丸八証券 転職ガイド:有価証券報告書等から読み解く会社の実態

丸八証券は、東京証券取引所スタンダード市場に上場し、愛知県を中心に金融商品取引業を中核とする投資・金融サービス業を展開する企業です。地域に密着した対面営業を強みとしており、最新の業績では預り資産の増加や有価証券の売買が好調に推移し、大幅な増収増益を達成するなど堅調な成長を続けています。


※本記事は、丸八証券株式会社の有価証券報告書(第84期、自 2025年4月1日 至 2026年3月31日、2026年6月19日 提出)の公開情報に基づき作成しています。会計基準は Japan GAAP です。

1. 丸八証券ってどんな会社?

愛知県を中心に地域密着型の対面営業を展開し、顧客の資産形成を支援する投資・金融サービス企業です。

(1) 会社概要

1944年に赤座株式店を改組して丸八証券が設立されました。1949年に名古屋証券取引所の正会員となり、1988年には東京証券取引所の正会員となりました。2011年にエース証券の子会社となり、2021年には東海東京フィナンシャル・ホールディングスの子会社となりました。

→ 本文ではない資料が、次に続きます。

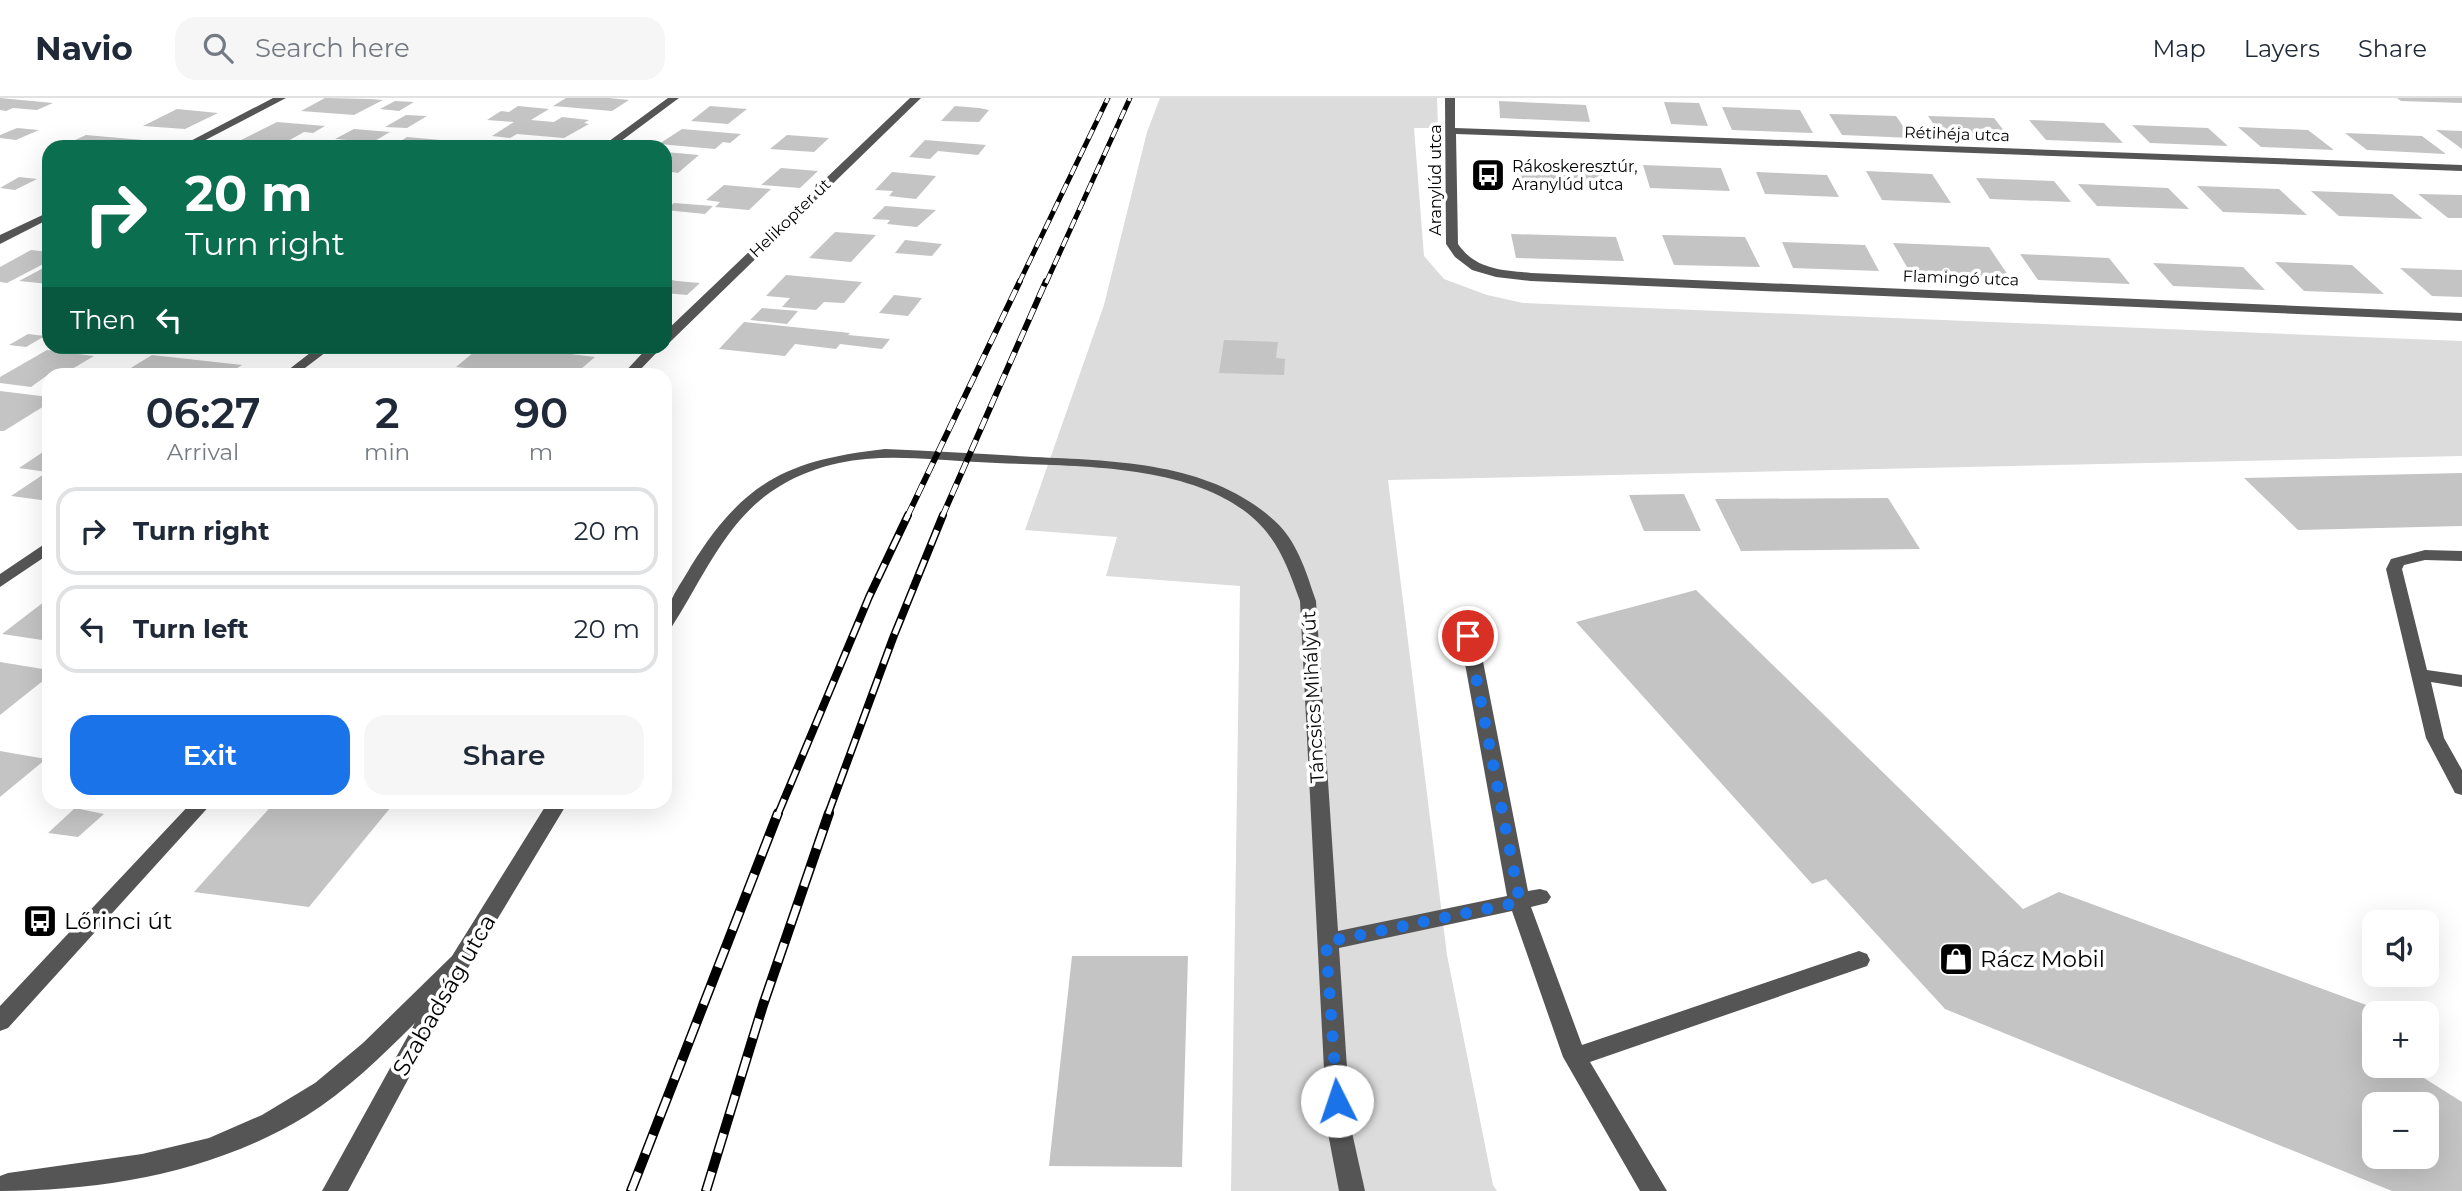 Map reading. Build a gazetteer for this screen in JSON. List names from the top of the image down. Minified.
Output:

従業員数は単体で138名です。筆頭株主は事業会社である東海東京フィナンシャル・ホールディングスで、第2位は豊証券、第3位は野村プロパティーズです。

氏名 持株比率
東海東京フィナンシャル・ホールディングス 43.63%
豊証券 7.79%
野村プロパティーズ 5.45%

(2) 経営陣

同社の役員は男性7名、女性0名の計7名で構成され、女性役員比率は0.0%です。代表取締役社長は鈴木卓也氏が務めています。社外取締役比率は57.1%です。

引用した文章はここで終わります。